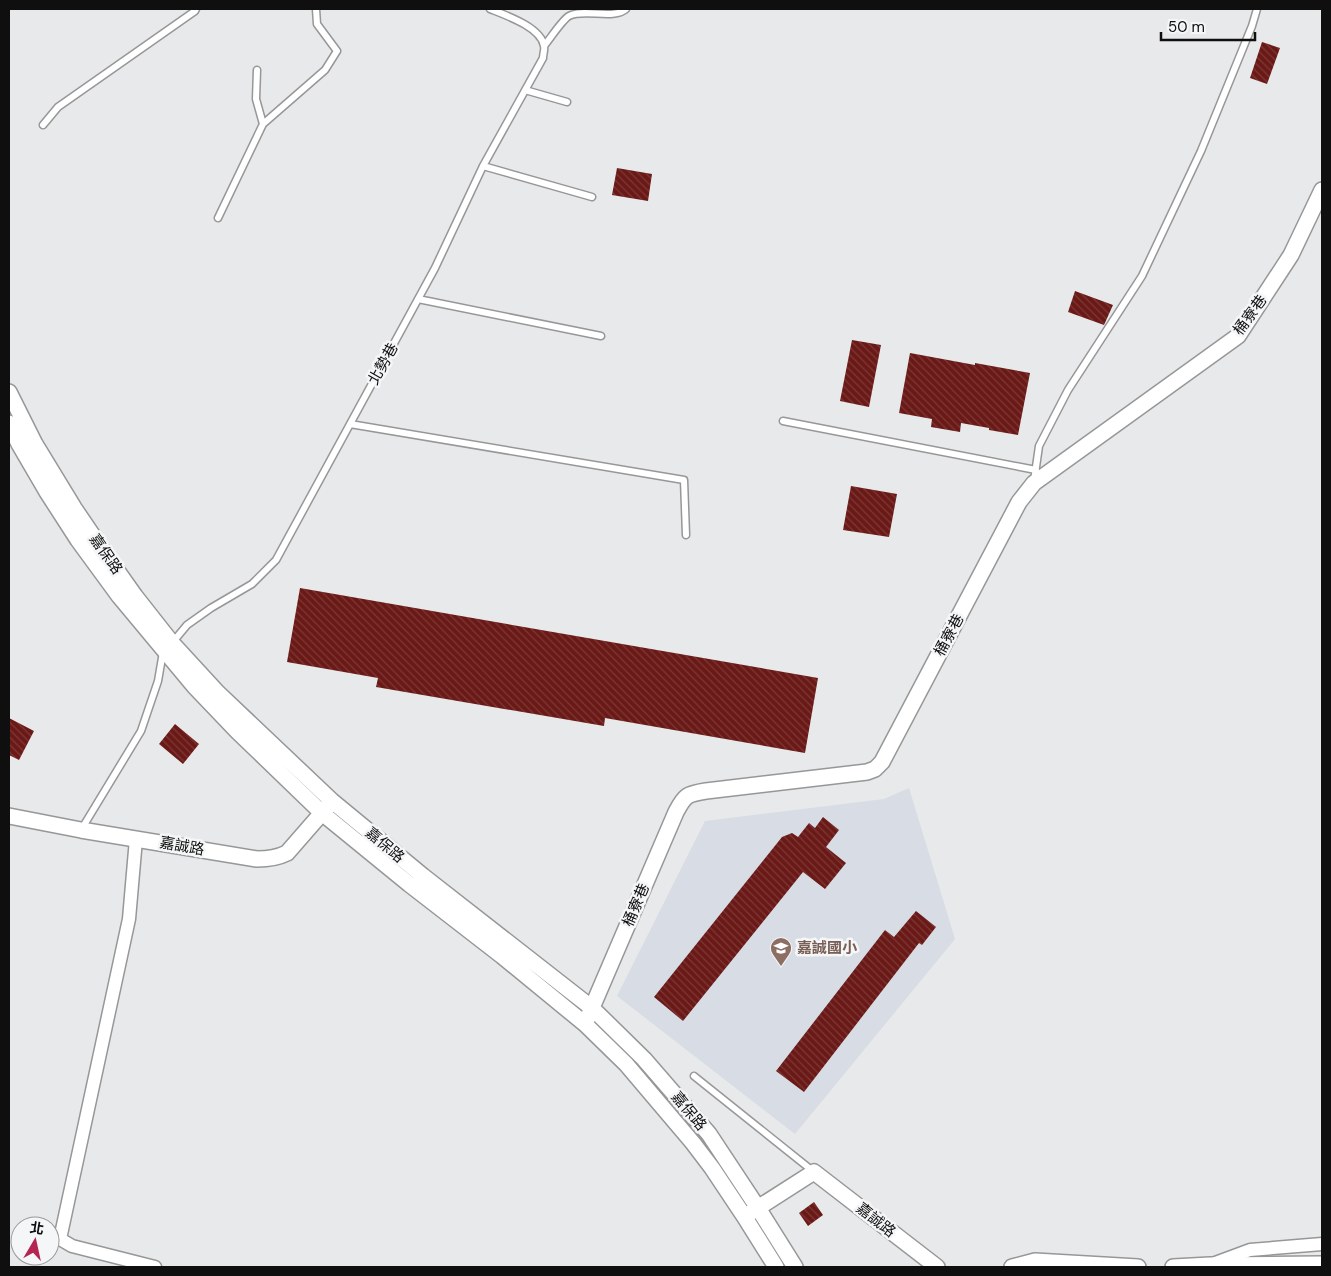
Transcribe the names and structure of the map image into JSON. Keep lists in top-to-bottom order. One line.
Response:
{"streets":{"street":["桶寮巷","嘉保路","嘉誠路"],"lane":["北勢巷"]},"crossings":[["桶寮巷","嘉保路"],["北勢巷","嘉保路"],["嘉保路","嘉誠路"]],"places":{"school or university":["嘉誠國小"]},"scale_bar":"50 m","north":"top"}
----
▶ [Your objective]
Leave out the images and copy all remaining data word for word.

▶ [Answer to this problem]
Transcribe the names and structure of the map image into JSON. Keep lists in top-to-bottom order. One line.
Response:
{"streets":{"street":["桶寮巷","嘉保路","嘉誠路"],"lane":["北勢巷"]},"crossings":[["桶寮巷","嘉保路"],["北勢巷","嘉保路"],["嘉保路","嘉誠路"]],"places":{"school or university":["嘉誠國小"]},"scale_bar":"50 m","north":"top"}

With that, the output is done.